I/O

The la package provides two ways to archive larrys: using archive functions such as save and load and using the dictionary-like interface of the IO class. Both I/O methods store larrys in HDF5 1.8 format and require h5py.

Not all data types can be saved to a HDF5 archive; see Data types for details.

Archive functions

One method to archive larrys is to use the archive functions (see IO class for a second, more powerful method):

To demonstrate, let’s start by creating a larry:

>>> import la
>>> y = la.larry([1, 2, 3])

Next let’s save the larry, y, in an archive using the save function:

>>> la.save('/tmp/data.hdf5', y, 'y')

The contents of the archive:

>>> la.archive_directory('/tmp/data.hdf5')
['y']

To load the larry we use the load function:

>>> z = la.load('/tmp/data.hdf5', 'y')

The entire larry is loaded from the archive. The load function does not have an option to load parts of a larry, such as a slice. (To load parts of a larrys from the archive, see IO class.)

The name of the larry in save and load statements (and in all the other archive functions) must be a string.

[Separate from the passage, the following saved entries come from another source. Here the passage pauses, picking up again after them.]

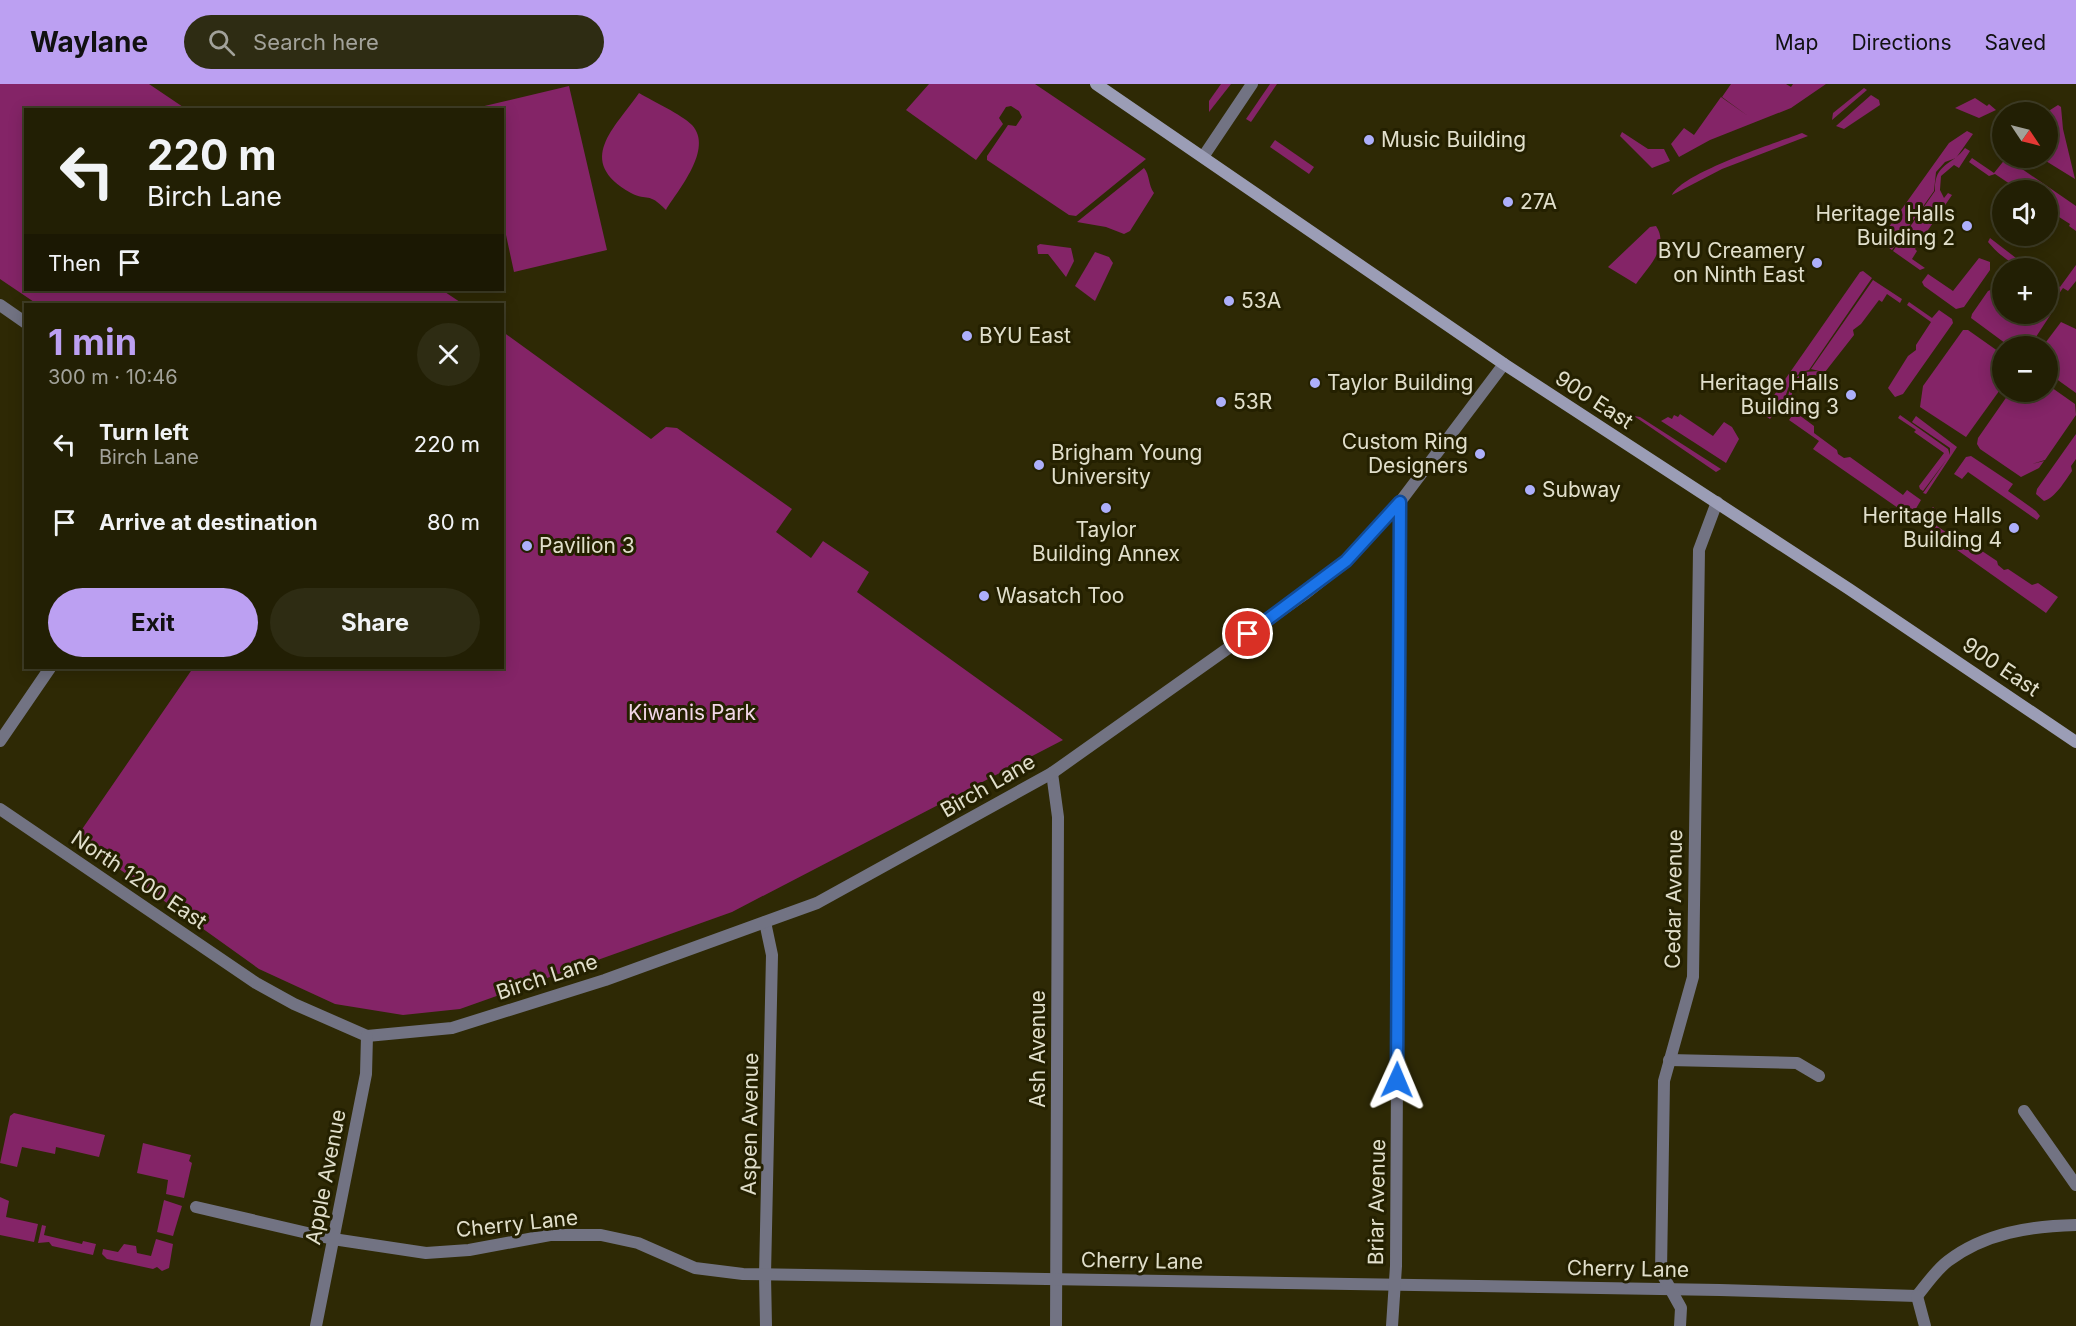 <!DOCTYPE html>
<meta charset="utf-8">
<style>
body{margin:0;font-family:Inter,sans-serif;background:#2e2c13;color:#f1f3f6;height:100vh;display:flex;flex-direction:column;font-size:22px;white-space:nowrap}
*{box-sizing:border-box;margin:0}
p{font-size:20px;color:#a2a29a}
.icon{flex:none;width:33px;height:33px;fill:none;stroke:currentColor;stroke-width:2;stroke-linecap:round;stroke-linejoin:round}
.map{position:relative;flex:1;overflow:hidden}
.sheet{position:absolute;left:24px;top:219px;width:480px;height:366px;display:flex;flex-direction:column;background:#221f04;border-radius:0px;box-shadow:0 3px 15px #0003,0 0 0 2px #3f3d26}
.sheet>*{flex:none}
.guide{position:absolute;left:24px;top:24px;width:480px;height:183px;border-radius:0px;box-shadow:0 3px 15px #0003,0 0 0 2px #3f3d26;background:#221f04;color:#f1f3f6;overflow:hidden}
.needle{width:39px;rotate:125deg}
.buttons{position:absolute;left:1992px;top:18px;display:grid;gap:12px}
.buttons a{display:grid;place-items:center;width:66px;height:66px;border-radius:50%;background:#221f04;box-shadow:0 3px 15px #0003,0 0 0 2px #3f3d26;font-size:30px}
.pin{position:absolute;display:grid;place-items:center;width:51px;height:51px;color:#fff;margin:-26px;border:3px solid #fff;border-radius:50%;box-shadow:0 2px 6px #0007}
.me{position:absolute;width:66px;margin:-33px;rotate:1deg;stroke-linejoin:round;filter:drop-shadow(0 0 4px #0008)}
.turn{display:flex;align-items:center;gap:21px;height:126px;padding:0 24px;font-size:27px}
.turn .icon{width:78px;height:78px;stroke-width:2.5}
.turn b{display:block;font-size:42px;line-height:51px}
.then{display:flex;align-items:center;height:57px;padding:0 24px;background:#0003;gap:12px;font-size:22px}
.round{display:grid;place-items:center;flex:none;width:63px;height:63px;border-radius:32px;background:#2e2c13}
.overview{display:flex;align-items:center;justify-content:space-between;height:102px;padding:0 24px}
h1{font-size:36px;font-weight:700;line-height:45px;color:#bca0f2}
.action{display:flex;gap:12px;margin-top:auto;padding:12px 24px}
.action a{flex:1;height:69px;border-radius:36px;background:#bca0f2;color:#111;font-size:24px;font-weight:700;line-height:69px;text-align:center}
.action a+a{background:#2e2c13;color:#f1f3f6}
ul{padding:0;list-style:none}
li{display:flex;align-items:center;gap:18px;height:78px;padding:0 24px}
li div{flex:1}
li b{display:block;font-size:22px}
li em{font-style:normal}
header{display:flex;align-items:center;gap:36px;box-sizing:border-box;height:84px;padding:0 30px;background:#bca0f2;color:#111}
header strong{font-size:28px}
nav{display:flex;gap:33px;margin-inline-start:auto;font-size:21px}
.search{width:420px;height:54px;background:#2e2c13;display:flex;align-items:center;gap:15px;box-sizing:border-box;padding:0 21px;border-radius:33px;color:#a2a29a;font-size:22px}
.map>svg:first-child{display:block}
.green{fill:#842467}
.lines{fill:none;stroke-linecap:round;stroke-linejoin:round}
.street{stroke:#727383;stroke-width:12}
.secondary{stroke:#9b9db6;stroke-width:12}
.route-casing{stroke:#114b97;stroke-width:15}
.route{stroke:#1a73e8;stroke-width:10}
.poi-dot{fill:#adaffb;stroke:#242000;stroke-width:2}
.labels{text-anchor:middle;stroke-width:6;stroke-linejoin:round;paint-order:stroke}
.poi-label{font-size:21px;fill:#e1dfcb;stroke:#242000;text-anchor:start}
.street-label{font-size:21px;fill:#e1dfcb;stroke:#242000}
.park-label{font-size:21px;fill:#f2d7e7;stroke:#242000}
</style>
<header>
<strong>Waylane</strong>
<div class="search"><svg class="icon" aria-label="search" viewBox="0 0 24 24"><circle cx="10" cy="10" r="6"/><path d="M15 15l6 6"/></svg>Search here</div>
<nav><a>Map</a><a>Directions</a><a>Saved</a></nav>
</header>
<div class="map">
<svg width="2076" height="1242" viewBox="0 0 2076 1242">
<rect width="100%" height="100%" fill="#2e2905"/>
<g class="green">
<path d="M 0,0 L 149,0 L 186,25 L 26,26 L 26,206 L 442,206 L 463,220 L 37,220 L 0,195 Z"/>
<path d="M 929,0 L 1035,0 L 1146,75 L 1076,132 L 1069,131 L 987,76 L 987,72 L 1008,41 L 1016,42 L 1022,33 L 1019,27 L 1011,22 L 1006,23 L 999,34 L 1003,40 L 976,76 L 906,26 Z"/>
<path d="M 1221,0 L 1231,0 L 1209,28 L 1209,17 Z"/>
<path d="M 1270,0 L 1277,0 L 1251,38 L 1246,35 Z"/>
<path d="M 1731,0 L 1786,0 L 1791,3 L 1793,0 L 1826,0 L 1791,24 L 1710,56 L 1679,73 L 1671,60 L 1684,44 L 1694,51 L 1721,13 L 1748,32 L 1722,13 Z"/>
<path d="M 569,2 L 607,166 L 514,188 L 503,137 L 502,26 L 476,24 Z"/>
<path d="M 1864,4 L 1867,6 L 1832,36 L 1833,29 Z"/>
<path d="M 639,9 C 654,18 681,30 692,41 C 714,65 678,106 666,126 C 648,107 648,118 631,109 C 574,77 615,44 639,9 Z"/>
<path d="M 1871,11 L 1879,16 L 1880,21 L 1844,45 L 1836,42 Z"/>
<path d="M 1975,14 L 1987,22 L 1989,20 L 1996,26 L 1979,34 L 1955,24 Z"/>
<path d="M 2058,21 L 2061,23 L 2063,45 L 2075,95 L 2041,74 L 2048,74 L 2047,28 Z"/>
<path d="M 1967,47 L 1973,50 L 1956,74 L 1945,78 L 1936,88 L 1934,107 L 1892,166 L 1882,159 L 1881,154 L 1949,59 Z"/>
<path d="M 1622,48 L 1648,65 L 1664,65 L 1670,77 L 1652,84 L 1620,52 Z"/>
<path d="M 1802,49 L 1808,52 L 1722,85 L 1672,111 C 1683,88 1776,59 1802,49 Z"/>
<path d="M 1275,56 L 1314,83 L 1309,90 L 1270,63 Z"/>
<path d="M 1965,64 L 1970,67 L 1959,84 L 1954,81 L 1941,92 L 1940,106 L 1944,114 L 1948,109 L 1952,111 L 1915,165 L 1917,167 L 1912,175 L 1925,184 L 1920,186 L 1893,167 L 1935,107 C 1934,79 1952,82 1965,64 Z"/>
<path d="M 1972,74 L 1994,89 L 2006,74 L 2076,122 L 2076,147 L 2069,142 L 2070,140 L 2048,126 L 2048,106 L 2019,106 L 1995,90 L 1989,92 L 1969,78 Z"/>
<path d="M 1144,84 C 1150,91 1148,101 1154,109 L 1130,147 L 1124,150 L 1106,143 L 1077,138 Z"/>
<path d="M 1656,142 C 1670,163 1648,183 1636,200 L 1608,183 L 1650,143 Z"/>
<path d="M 1990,154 L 2029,184 L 2034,184 C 2015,185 1999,171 1988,158 Z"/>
<path d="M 1040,160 L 1071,164 L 1074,177 L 1066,193 L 1048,170 L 1038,170 L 1037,162 Z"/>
<path d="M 1095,168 L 1109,173 L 1113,179 L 1095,217 L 1075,202 Z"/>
<path d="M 1979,174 L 1990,178 L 1990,186 L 1964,223 L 1956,225 L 1924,202 L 1922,198 L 1928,190 L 1953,207 Z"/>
<path d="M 2076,181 L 2076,197 L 2068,207 L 2063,204 L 2058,211 L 2048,204 L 2048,194 L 2060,203 Z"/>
<path d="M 1863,187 L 1872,194 L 1809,286 C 1784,292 1790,312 1778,328 L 1776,327 L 1770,335 L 1764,331 L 1763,327 L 1860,188 Z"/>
<path d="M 1873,196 L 1902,215 L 1900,219 L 1887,210 L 1882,218 L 1879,216 L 1861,240 L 1853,246 L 1854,251 L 1825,288 L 1826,290 L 1819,301 L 1808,293 L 1819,293 L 1815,291 C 1802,292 1791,300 1792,314 L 1796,317 L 1785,332 L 1780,329 L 1787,318 L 1791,298 L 1804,288 L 1819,287 L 1811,285 Z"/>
<path d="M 2002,201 L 2002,230 L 2048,230 L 2048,226 L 2051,230 L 2030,262 L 2009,262 L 1971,234 L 1972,230 L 1988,207 Z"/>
<path d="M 1909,218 L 1932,234 L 1939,226 L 1952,235 L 1953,239 L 1903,310 L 1895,313 L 1888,304 L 1908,272 L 1916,266 L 1916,261 L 1931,238 L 1907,221 Z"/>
<path d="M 2061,238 L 2076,245 L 2076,309 L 2048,289 L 2048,262 L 2043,262 Z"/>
<path d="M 1963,246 L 1968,246 L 2002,270 L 2002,303 L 1966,353 L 1920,323 L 1923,302 Z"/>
<path d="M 503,248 L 651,355 L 666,343 L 677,344 L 792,425 L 776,448 L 811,474 L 823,457 L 869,488 L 857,508 L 1063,656 L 732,828 L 460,925 L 403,931 L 335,920 L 259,885 L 76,754 L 193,584 L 502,584 Z"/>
<path d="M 2048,301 L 2075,320 L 2076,331 L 2045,376 L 2032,380 L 2044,377 L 2039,384 L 2021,393 L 1980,365 L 1977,360 L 1978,354 L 2010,308 L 2048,308 Z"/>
<path d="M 1795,328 L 1814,342 L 1814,349 L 1837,366 L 1838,370 L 1844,374 L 1850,373 L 1903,411 L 1907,406 L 1921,416 L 1911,433 L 1813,365 L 1819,357 L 1789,336 Z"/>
<path d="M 1680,330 L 1713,352 L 1724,338 L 1732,343 L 1739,355 L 1726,379 L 1661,337 L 1668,333 L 1672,335 L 1674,331 L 1678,333 Z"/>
<path d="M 1900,331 L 1948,365 L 1950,371 L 1950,364 L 1912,338 L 1916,332 L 1957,363 L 1926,410 L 1923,409 L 1947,375 L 1923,407 L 1920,405 L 1919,402 L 1944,369 L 1914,348 L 1916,346 L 1898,334 Z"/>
<path d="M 1634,332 L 1640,333 L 1721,385 L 1716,388 Z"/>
<path d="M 2076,350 L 2076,375 L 2071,382 L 2072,387 C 2065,397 2055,414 2044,417 L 2036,410 L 2037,405 Z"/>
<path d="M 1971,372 L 2013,400 L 2008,407 L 2036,427 L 2040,432 L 2037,436 L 1968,388 L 1962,395 L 1954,390 L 1966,373 Z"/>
<path d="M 1933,423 L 1941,430 L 1934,440 L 1953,453 L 1958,451 L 1997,477 L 1998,481 L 2004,486 L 2008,485 L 2032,501 L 2038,499 L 2058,513 L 2046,529 L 1919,439 Z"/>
<path d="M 14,1029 L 105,1051 L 99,1073 L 56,1063 L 55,1070 L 22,1063 L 17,1083 L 0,1079 L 10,1032 Z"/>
<path d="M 143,1059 L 191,1071 L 189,1077 L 192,1079 L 184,1114 L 166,1110 L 168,1096 L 137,1089 Z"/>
<path d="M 0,1113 L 9,1117 L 6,1133 L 38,1140 L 34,1158 L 0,1151 Z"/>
<path d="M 164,1116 L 182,1122 L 173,1152 L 157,1148 Z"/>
<path d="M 42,1141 L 46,1142 L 44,1151 L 82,1160 L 83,1157 L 96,1160 L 93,1171 L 52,1162 L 49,1158 L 38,1159 Z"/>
<path d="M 156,1155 L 173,1160 L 169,1184 L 162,1187 L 157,1183 L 153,1185 L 107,1175 L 102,1170 L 103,1165 L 118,1168 L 124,1160 L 136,1162 L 137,1169 L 151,1172 Z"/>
</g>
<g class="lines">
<g class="street">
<path d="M 1203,73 L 1252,0"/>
<path d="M 0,221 L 26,239"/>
<path d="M 0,657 L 50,584"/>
<path d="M 1052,689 L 1058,733 L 1056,1242"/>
<path d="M 0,725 L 256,899 L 294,920 L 367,952"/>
<path d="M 765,838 L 772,871 L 765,1191 L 766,1242"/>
<path d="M 367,952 L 452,944 L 605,896 L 817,819 L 1052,689 L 1306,509 L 1346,477 L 1400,418 L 1504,280"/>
<path d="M 1669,976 L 1797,979 L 1819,992"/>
<path d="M 2024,1027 L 2076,1101"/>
<path d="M 196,1123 L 333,1155 L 426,1169 L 469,1166 L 550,1151 L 601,1151 L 638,1159 L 695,1184 L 743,1190 L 1720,1206 L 1917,1212 C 1926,1201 1936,1186 1948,1177 C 1985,1149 2030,1142 2076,1141"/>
<path d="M 1917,1212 L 1925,1242"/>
<path d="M 316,1242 L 366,990 L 367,952"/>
<path d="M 1392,1242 L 1396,1182 L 1400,418"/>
<path d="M 1680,1242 L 1681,1224 L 1661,1188 L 1664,997 L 1693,893 L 1699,466 L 1717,418"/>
</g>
<path class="secondary" d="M 1096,0 L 1504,280 L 1849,505 L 2076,658"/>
</g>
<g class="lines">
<g class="route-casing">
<path id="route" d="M 1248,550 L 1346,477 L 1400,418 L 1397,996"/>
</g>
<use href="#route" class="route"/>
</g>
<g class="poi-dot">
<circle cx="1369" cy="56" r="6"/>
<circle cx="1508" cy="118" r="6"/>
<circle cx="1967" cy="142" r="6"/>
<circle cx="1817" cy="179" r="6"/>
<circle cx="1229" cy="217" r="6"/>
<circle cx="967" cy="252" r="6"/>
<circle cx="1315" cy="299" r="6"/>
<circle cx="1851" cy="311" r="6"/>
<circle cx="1221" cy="318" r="6"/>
<circle cx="1480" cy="370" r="6"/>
<circle cx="1039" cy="381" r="6"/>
<circle cx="1530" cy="406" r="6"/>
<circle cx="1106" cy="424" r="6"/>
<circle cx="2014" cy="444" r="6"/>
<circle cx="527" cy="462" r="6"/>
<circle cx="984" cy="512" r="6"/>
</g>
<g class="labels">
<g class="poi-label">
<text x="1381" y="63">Music Building</text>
<text x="1520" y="125">27A</text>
<text x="1955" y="137" text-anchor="end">Heritage Halls<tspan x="1955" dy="24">Building 2</tspan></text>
<text x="1805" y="174" text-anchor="end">BYU Creamery<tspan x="1805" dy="24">on Ninth East</tspan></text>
<text x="1241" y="224">53A</text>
<text x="979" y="259">BYU East</text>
<text x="1327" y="306">Taylor Building</text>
<text x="1839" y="306" text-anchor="end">Heritage Halls<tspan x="1839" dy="24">Building 3</tspan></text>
<text x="1233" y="325">53R</text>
<text x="1468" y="365" text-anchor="end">Custom Ring<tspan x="1468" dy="24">Designers</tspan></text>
<text x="1051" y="376">Brigham Young<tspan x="1051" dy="24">University</tspan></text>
<text x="1542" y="413">Subway</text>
<text x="2002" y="439" text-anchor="end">Heritage Halls<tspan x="2002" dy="24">Building 4</tspan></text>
<text x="1106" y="453" text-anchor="middle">Taylor<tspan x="1106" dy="24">Building Annex</tspan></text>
<text x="539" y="469">Pavilion 3</text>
<text x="996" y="519">Wasatch Too</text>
</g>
<g class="street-label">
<text transform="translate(1594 316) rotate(33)" y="7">900 East</text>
<text transform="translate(2001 583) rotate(34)" y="7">900 East</text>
<text transform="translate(988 702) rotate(-30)" y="7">Birch Lane</text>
<text transform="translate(139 796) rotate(34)" y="7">North 1200 East</text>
<text transform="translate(1674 815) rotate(-89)" y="7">Cedar Avenue</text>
<text transform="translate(547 893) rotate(-18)" y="7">Birch Lane</text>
<text transform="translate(1038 965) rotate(-90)" y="7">Ash Avenue</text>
<text transform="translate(750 1040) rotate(-89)" y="7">Aspen Avenue</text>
<text transform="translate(326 1093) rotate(-79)" y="7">Apple Avenue</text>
<text transform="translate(1377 1118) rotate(-89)" y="7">Briar Avenue</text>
<text transform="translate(517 1140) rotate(-6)" y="7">Cherry Lane</text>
<text transform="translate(1142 1177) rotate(1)" y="7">Cherry Lane</text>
<text transform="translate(1628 1185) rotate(1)" y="7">Cherry Lane</text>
</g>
<g class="park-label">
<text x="692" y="636">Kiwanis Park</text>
</g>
</g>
</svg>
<div class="buttons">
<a><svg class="needle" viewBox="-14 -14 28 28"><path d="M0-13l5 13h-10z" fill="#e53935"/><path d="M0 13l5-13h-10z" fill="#a2a29a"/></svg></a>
<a><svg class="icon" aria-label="sound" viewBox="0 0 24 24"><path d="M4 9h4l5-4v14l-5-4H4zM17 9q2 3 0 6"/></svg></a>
<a>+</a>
<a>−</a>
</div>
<div class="pin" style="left:1248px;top:550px;background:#d93025"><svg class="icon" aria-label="arrive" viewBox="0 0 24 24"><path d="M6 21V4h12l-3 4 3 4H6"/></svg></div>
<svg class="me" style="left:1397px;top:996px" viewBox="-20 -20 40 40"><path d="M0-17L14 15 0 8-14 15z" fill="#1a73e8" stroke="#fff" stroke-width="4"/></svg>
<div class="guide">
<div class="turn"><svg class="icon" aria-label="left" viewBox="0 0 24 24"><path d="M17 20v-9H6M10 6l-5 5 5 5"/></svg><div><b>220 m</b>Birch Lane</div></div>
<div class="then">Then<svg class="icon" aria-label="arrive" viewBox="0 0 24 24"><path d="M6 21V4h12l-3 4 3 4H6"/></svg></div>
</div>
<section class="sheet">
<div class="overview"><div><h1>1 min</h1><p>300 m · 10:46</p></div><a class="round"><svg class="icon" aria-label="close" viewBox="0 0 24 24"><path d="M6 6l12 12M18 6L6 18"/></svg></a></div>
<ul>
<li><svg class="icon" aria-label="left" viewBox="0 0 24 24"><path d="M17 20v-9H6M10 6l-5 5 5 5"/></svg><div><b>Turn left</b><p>Birch Lane</p></div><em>220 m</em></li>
<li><svg class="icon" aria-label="arrive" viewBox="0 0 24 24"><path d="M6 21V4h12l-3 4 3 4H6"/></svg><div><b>Arrive at destination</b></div><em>80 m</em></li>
</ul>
<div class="action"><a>Exit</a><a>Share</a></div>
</section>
</div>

But the string may contain one or more forward slashes (‘/’), which is to say that larrys can be archived in a hierarchical structure:

>>> la.save('/tmp/data/hdf5', y, '/experiment/2/y')
>>> z = la.load('/tmp/data/hdf5', '/experiment/2/y')

Instead of passing a filename to the archive functions you can optionally pass a h5py File object:

>>> import h5py
>>> f = h5py.File('/tmp/data.hdf5')
>>> z = la.load(f, 'y')

To check if a larry is in the archive:

>>> la.is_archived_larry(f, 'y')
True

To delete a larry from the archive:

>>> la.delete(f, 'y')
>>> la.is_archived_larry(f, 'y')
False

HDF5 does not keep track of the freespace in an archive across opening and closing of the archive. After repeatedly opening, closing and deleting larrys from the archive, the unused space in the archive may grow. The only way to reclaim the freespace is to repack the archive:

>>> la.repack(f)

To see how much space the archive takes on disk and to see how much freespace is in the archive see IO class.

For further information on the archive functions see Archive function reference.

IO class

The IO class provides a dictionary-like interface to the archive.

To demonstrate, let’s start by creating two larrys, a and b:

>>> import la
>>> a = la.larry([1.0, 2.0, 3.0, 4.0])
>>> b = la.larry([[1, 2],[3, 4]])

To work with an archive you need to create an IO object:

>>> io = la.IO('/tmp/data.hdf5')

where /tmp/data.hdf5 is the path to the archive used in this example.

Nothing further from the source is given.